Did the provision of the Social Security Act that allowed female wage earners to exclude more low-earning years from their benefit calculations than male wage earners violate the equal protection component of the Due Process Clause of the Fifth Amendment?

Rule

Classifications by gender must serve important governmental objectives and must be substantially related to the achievement of those objectives, particularly in the context of remedying past discrimination.

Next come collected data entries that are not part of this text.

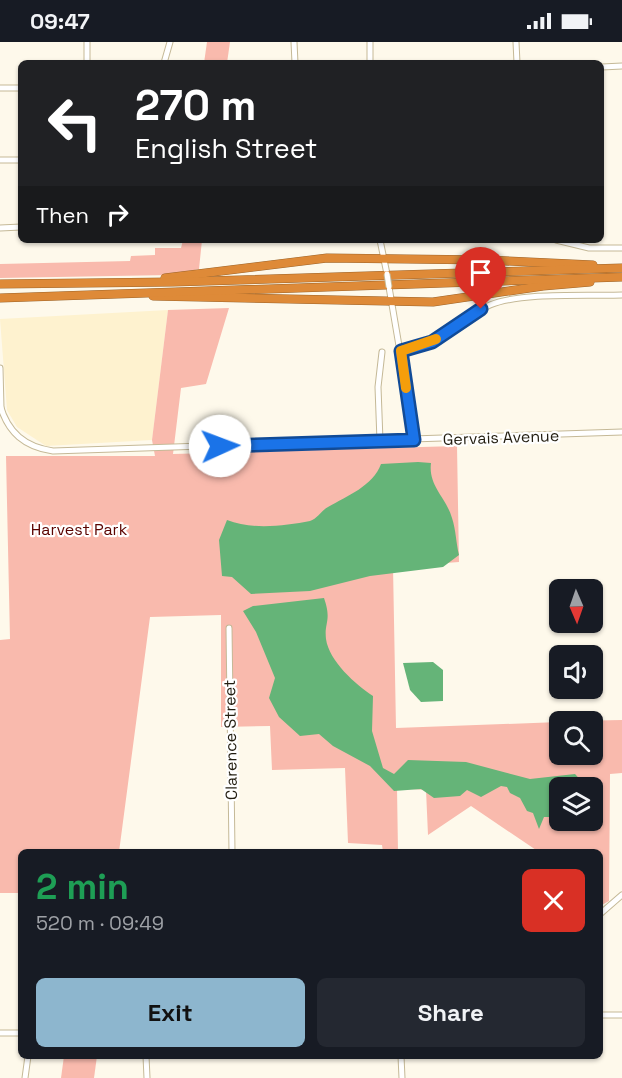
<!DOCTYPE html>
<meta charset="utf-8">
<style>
body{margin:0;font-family:"Space Grotesk",sans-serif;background:#242831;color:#f1f3f6;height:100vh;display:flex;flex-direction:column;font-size:22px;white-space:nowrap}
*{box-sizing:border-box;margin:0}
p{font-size:20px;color:#9ea1a6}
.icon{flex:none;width:33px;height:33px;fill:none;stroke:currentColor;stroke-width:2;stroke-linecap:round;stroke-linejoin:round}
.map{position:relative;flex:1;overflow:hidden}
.panel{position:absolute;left:18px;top:807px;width:585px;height:210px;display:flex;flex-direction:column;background:#171b24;border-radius:9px;box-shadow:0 2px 4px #0004}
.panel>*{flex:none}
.banner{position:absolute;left:18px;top:18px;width:586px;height:183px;border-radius:9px;box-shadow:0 2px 4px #0004;background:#202124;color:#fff;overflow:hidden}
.needle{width:39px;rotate:178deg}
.controls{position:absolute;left:549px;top:537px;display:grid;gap:12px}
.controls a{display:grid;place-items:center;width:54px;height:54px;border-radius:9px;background:#171b24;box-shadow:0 2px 4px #0004;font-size:30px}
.pin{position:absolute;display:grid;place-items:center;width:51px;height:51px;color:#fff;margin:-62px -26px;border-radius:50% 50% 50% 0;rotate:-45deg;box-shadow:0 0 6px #0007}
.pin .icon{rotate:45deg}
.me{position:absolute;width:66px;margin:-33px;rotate:88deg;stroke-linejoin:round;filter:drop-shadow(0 0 4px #0008)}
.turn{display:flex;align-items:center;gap:21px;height:126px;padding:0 18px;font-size:27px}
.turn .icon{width:78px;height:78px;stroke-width:2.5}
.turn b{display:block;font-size:42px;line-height:51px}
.then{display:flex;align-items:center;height:57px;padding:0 18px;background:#0003;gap:12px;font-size:22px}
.round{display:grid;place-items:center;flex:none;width:63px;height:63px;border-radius:9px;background:#242831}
.summary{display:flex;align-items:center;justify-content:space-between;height:102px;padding:0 18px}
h1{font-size:36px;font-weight:700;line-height:45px;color:#1e9e55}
.action{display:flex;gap:12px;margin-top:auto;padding:12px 18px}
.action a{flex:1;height:69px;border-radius:9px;background:#8db6ce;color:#111;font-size:24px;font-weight:700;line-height:69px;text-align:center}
.action a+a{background:#242831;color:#f1f3f6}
.status{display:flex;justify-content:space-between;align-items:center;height:42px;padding:0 30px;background:#171b24;direction:ltr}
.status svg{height:16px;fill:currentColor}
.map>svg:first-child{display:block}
</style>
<div class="status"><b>09:47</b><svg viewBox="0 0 49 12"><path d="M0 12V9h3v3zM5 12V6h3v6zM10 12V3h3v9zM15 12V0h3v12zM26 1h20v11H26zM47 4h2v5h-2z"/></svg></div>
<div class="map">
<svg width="622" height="1036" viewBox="0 0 622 1036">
<rect width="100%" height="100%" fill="#fef9eb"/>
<!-- built -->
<path fill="#fef2cf" d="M168 268 152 398 46 404 17 385 7 368 0 277Z"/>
<!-- green -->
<g fill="#f9baad" fill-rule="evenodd">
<path d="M207 0H230L227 21H204Z"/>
<path d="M183 198H202L199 227 170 233 0 236V222L130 219 131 214 155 213V206H181Z"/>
<path d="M229 266 206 342 181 346 173 412 457 404 459 520 393 525 396 686 559 680 560 712H592V680L570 679 622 678V731L610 732 609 859 600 864V810H539L471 764 428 793 426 748 397 746 398 810H383L382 803 348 801 345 726 272 728 270 684 221 685V573L150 575 119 810H21V851H0V598L10 597 6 414H155L152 398 168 268ZM560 746H592V778H560Z"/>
<path d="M64 1014H97L94 1036H61Z"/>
</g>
<!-- water -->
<g fill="#65b478">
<path d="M418 420 431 421C428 444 446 455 452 476 456 488 456 501 459 513L443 525 370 534 310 549 251 552 232 535 222 534 219 498 227 478C251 488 285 484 310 479 317 477 322 468 328 465 347 454 373 444 381 422Z"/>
<path d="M324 556C332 579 324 580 326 597 329 619 356 643 373 654L372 689 383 726 394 732 408 718 466 720 530 737 575 732 587 745 560 746C560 761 562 775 553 787L549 775H544L539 787 533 771 527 769 520 756 510 751 507 745 501 744 481 755 467 748 460 754 434 756 421 747 394 749 370 724 333 704 319 692 300 694 279 675 269 656 275 636 256 590 243 569 253 564Z"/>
<path d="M433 620 443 628V659L421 660 410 648 403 621Z"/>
</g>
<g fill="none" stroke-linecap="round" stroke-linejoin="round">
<defs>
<g id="minor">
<path d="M87 0V21"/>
<path d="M294 0 295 21"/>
<path d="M370 0V21"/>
<path d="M516 0 517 21"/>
<path d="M164 21 170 0"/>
<path d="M602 25 622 24"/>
<path d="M0 46H21"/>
<path d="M0 118H21"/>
<path d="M0 186 21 185"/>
<path d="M380 198 387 232"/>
<path d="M556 198 589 206H622"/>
<path d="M389 245 415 398"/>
<path d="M401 309C437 303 458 277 490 263 521 250 586 254 622 253"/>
<path d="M0 326 1 366"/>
<path d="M0 363C8 391 25 405 53 409L622 390"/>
<path d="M380 399 378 345 382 310"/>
<path d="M229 586 232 810"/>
<path d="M600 872 622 853"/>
<path d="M600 973H622"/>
<path d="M0 991H21"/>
<path d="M146 1014 147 1036"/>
<path d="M401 1014 402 1036"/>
<path d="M25 1036 28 1014"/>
</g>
<g id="highway">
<path d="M165 236 327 216 486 218 593 223"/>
<path d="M0 242 173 240 622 226"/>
<path d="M153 254 433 260 543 244 590 240"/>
<path d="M0 256 622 235"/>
</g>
</defs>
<!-- minor casing -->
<use href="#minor" stroke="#c5b997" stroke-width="7"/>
<!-- highway casing -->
<use href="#highway" stroke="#9c642a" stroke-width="9"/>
<!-- minor -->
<use href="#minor" stroke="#fff" stroke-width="5"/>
<!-- highway -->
<use href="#highway" stroke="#de8a38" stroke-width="8"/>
<defs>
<path id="minor-bridge" d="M387 232 389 245"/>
</defs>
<!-- minor-bridge casing -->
<use href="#minor-bridge" stroke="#c5b997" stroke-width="7" stroke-linecap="butt"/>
<!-- minor-bridge -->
<use href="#minor-bridge" stroke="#fff" stroke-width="5"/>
</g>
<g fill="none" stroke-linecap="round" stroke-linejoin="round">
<defs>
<path id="route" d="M220 404 414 398 401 309 432 300 481 267"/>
</defs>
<!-- route casing -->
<use href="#route" stroke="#114b97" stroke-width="15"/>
<!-- route -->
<use href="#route" stroke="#1a73e8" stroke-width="10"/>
<!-- slow -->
<path stroke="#f59e0b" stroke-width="10" d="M406 346 401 309 436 297"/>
</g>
<g text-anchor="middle" stroke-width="4.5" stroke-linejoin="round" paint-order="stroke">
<!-- street labels -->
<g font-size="16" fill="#221d10" stroke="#fff">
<text transform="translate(501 395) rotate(-2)" y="6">Gervais Avenue</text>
<text transform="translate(230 698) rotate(-91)" y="6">Clarence Street</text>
</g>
<!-- park labels -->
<g font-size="16" fill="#5b0400" stroke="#fff">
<text x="79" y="493">Harvest Park</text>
</g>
</g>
</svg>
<div class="controls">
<a><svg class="needle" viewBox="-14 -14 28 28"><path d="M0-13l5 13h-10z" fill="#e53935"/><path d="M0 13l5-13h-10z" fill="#9ea1a6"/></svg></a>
<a><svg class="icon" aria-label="sound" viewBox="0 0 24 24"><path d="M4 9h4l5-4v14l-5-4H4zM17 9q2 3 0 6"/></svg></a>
<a><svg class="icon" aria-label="search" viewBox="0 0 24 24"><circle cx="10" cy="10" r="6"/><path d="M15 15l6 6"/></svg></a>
<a><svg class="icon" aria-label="layers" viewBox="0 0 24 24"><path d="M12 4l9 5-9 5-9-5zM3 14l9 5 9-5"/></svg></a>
</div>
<div class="pin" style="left:481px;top:267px;background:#d93025"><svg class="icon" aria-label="arrive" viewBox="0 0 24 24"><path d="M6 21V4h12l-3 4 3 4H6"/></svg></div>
<svg class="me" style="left:220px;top:404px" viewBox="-20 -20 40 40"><circle r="19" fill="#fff"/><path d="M0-13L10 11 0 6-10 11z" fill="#1a73e8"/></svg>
<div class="banner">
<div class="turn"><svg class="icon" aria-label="left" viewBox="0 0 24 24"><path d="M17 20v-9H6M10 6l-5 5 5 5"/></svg><div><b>270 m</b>English Street</div></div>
<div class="then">Then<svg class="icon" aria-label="right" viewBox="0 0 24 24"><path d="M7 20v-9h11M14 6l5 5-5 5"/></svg></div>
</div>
<section class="panel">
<div class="summary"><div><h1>2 min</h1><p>520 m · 09:49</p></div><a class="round" style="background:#d93025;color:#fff"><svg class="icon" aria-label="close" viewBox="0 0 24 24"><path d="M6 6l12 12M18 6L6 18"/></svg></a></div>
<div class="action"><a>Exit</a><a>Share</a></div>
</section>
</div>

To withstand scrutiny under the equal protection component of the Fifth Amendment's Due Process Clause, ‘classifications by gender must serve important governmental objectives and must be substantially related to achievement of those objectives.’

Analysis

The Supreme Court analyzed the provision under the framework of equal protection, determining that the differing treatment of male and female wage earners was aimed at addressing the historical economic disadvantages faced by women. The court found that the provision was not based on outdated stereotypes but was a legitimate effort to compensate for past discrimination, thus satisfying the requirements for gender classifications under the Fifth Amendment.

The statutory scheme involved here is more analogous to those upheld in Kahn and Ballard than to those struck down in Wiesenfeld and Goldfarb. The more favorable treatment of the female wage earner enacted here was not a result of ‘archaic and overbroad generalizations' about women, or of ‘the role-typing society has long imposed’ upon women, such as casual assumptions that women are ‘the weaker sex’ or are more likely to be child-rearers or dependents.

Conclusion

The Supreme Court reversed the lower court's ruling, holding that the provision allowing women to exclude additional low-earning years from their benefit calculations was constitutional and served a legitimate governmental purpose.

Reversed.

Who won?

The Secretary of Health, Education, and Welfare prevailed in the case as the Supreme Court upheld the constitutionality of the Social Security Act provision.

The Secretary of Health, Education, and Welfare prevailed in the case as the Supreme Court upheld the constitutionality of the Social Security Act provision.